Ce mouvement n’est hélas pas récent et découle d’un mouvement entamé quelques décennies plus tôt et qui est ressenti par la génération actuelle (fort chômage pour les 18-35 ans) coincée entre une génération de la fin de l’âge d’or qui truste les dernières places (les 45-65 ans) et la lente agonie industrielle (baisse du nombre d’emplois). Ce ne sont pas les mammouths qui créent de l’emploi, mais les jeunes sociétés récentes de 3-5 ans en pleine croissance !

Si personnellement je ne me fais pas de souci pour ces grands groupes qui changent de propriétaires au gré des phases de déclin et de prospérité (Renault qui rachetait Nissan, Nikon et Essilor, la main mise mondiale de Ricard …), il est incroyable que ces multinationales subissent comme les petites TPE les effets d’une politique économique déliquescente.

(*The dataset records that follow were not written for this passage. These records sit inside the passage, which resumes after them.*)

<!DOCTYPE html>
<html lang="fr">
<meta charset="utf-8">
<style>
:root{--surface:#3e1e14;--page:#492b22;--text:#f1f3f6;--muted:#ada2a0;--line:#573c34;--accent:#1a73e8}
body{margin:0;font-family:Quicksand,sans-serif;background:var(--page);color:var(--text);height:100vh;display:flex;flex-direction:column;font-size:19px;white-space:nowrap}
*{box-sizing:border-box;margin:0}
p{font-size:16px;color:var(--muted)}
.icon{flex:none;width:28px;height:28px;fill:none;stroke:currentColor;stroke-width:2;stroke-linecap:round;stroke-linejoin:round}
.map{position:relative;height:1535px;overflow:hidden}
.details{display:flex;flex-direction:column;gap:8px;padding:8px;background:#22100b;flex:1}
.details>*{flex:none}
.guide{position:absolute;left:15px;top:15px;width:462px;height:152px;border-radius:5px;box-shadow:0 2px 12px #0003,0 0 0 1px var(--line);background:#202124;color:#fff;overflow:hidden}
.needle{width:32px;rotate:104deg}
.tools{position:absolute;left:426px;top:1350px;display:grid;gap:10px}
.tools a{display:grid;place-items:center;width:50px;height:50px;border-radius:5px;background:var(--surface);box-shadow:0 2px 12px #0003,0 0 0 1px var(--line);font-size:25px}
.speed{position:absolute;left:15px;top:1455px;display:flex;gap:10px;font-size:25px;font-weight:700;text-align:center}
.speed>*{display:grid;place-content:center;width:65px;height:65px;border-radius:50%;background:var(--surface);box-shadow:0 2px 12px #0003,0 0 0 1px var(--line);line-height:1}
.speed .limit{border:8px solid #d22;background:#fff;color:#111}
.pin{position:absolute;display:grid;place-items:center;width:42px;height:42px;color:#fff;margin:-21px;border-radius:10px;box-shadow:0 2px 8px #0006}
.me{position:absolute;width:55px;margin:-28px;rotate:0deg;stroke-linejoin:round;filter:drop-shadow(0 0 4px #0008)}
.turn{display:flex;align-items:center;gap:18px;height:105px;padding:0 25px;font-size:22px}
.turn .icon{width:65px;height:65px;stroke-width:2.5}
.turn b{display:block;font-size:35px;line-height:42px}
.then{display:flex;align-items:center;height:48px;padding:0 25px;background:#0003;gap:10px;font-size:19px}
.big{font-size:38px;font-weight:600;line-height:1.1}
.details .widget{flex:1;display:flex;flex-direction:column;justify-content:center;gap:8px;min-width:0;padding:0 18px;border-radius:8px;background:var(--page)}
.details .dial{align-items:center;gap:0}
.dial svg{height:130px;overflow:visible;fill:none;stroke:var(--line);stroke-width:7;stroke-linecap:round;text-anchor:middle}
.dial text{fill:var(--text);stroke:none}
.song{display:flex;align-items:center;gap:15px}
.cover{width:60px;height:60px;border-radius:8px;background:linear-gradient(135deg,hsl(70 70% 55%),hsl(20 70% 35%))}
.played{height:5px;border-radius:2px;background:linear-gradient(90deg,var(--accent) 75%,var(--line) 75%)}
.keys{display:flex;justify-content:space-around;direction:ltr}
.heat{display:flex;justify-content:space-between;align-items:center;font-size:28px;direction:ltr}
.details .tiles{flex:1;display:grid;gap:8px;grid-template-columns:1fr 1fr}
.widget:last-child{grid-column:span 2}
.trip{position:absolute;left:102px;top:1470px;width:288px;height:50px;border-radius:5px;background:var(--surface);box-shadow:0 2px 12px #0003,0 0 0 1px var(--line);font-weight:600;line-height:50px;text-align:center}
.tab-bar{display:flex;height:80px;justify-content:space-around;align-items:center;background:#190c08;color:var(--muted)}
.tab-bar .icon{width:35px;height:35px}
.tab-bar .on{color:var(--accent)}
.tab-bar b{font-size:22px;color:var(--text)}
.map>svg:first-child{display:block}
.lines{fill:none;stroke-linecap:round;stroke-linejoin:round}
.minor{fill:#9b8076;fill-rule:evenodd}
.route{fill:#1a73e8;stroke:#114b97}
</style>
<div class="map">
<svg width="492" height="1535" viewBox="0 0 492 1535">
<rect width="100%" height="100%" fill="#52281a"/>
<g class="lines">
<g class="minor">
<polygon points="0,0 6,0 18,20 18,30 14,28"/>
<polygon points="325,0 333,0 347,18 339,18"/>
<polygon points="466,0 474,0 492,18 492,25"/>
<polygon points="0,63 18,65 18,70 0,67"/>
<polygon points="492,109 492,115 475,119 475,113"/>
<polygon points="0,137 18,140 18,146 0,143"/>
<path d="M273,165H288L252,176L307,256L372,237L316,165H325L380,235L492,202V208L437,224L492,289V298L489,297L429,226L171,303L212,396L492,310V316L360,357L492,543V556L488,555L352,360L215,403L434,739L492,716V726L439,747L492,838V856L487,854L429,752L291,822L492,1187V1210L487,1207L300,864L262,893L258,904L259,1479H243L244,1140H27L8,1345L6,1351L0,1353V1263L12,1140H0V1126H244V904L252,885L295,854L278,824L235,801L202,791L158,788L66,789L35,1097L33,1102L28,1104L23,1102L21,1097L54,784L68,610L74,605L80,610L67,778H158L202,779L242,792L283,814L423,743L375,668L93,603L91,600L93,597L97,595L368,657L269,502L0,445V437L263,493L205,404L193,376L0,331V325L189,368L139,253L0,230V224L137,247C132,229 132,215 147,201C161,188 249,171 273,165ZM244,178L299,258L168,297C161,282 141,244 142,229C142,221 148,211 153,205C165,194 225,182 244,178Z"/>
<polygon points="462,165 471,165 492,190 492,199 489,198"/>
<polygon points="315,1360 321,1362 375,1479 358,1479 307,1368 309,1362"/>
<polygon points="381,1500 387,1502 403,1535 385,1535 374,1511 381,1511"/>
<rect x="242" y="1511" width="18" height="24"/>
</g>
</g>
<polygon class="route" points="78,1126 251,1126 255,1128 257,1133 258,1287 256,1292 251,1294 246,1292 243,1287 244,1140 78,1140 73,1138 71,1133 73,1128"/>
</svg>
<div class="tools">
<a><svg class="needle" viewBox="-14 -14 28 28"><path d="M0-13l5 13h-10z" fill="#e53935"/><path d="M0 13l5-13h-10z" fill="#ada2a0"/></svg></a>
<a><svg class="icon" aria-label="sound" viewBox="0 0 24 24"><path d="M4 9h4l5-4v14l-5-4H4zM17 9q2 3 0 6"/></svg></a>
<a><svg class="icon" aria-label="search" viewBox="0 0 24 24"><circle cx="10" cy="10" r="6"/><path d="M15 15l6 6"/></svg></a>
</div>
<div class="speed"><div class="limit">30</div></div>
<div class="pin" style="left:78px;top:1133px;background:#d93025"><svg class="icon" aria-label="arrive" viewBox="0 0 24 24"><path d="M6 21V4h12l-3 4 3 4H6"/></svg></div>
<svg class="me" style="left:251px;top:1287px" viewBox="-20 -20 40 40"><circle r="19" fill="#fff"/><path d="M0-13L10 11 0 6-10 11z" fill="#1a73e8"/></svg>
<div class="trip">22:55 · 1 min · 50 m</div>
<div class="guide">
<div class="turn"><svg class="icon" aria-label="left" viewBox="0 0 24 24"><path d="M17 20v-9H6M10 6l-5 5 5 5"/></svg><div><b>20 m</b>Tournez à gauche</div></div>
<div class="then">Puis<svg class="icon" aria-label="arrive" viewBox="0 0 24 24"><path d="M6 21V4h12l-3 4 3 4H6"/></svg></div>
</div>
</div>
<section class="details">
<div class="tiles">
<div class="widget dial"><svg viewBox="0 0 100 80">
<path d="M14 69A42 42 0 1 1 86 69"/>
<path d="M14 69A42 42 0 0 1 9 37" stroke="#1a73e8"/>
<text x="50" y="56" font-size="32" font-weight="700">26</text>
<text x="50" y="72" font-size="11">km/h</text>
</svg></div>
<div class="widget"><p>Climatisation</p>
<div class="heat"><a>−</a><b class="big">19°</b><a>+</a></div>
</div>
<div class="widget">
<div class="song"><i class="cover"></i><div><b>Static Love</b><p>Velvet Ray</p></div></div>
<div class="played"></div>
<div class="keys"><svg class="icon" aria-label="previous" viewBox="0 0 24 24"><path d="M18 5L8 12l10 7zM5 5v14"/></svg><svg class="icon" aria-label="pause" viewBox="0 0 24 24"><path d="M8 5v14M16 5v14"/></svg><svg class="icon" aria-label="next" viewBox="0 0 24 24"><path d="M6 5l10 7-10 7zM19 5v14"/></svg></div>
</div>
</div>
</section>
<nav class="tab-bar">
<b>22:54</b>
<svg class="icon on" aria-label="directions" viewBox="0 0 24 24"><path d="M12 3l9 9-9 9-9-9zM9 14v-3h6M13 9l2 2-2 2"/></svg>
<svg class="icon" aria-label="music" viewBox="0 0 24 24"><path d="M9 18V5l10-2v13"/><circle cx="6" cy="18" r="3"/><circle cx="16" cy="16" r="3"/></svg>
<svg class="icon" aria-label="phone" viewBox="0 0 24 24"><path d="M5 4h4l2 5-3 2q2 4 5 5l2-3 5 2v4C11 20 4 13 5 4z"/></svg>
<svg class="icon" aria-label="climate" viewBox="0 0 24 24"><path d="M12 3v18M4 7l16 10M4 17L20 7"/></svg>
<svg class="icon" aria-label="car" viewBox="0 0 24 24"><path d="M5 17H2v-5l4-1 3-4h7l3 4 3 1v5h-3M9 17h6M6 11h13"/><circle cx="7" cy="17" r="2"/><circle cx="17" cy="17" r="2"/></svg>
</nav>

Ce que le peuple demande est une politique économique facilitatrice et non interventionniste : il est facile de dresser le constat d’échec de ce genre de politiques … sauf lorsqu’il est décidé de faire un « cadeau », c’est à dire faire un « champion national » dont le gâteau sera partagé entre les copains (à nos frais)… Je ne parle pas ici dans le cas d’Alstom d’une possible mauvaise gestion – fort possible vu l’histoire chaotique (pratiquement dépôt de bilan il y a 10 ans).

Nous souhaitons pouvoir nous investir dans notre activité, la développer (et créer des emplois si besoin ait, sans obligation et en toute souplesse) et d’en jouir le plus librement possible afin d’en profiter nous mêmes mais aussi – et c’est évident – la société. Une entreprise n’évolue pas seule autour de son « patron », elle interagit avec ses partenaires : salariés, associés, clients, fournisseurs, financiers, services publics …  Si elle s' »améliore », « prospère » tout le monde en bénéficiera in fine.

J’espère que cette possibilité de prospérité en France existe dans un coin de la tête de tous – même des plus pessimistes. Il suffirait que nos politiques possèdent une réelle expérience en entreprise, au plus proche des TPE-PME, pour sentir les besoins et pistes de réforme – ce qui n’est hélas pas le cas dans le formatage actuel de l’ENA.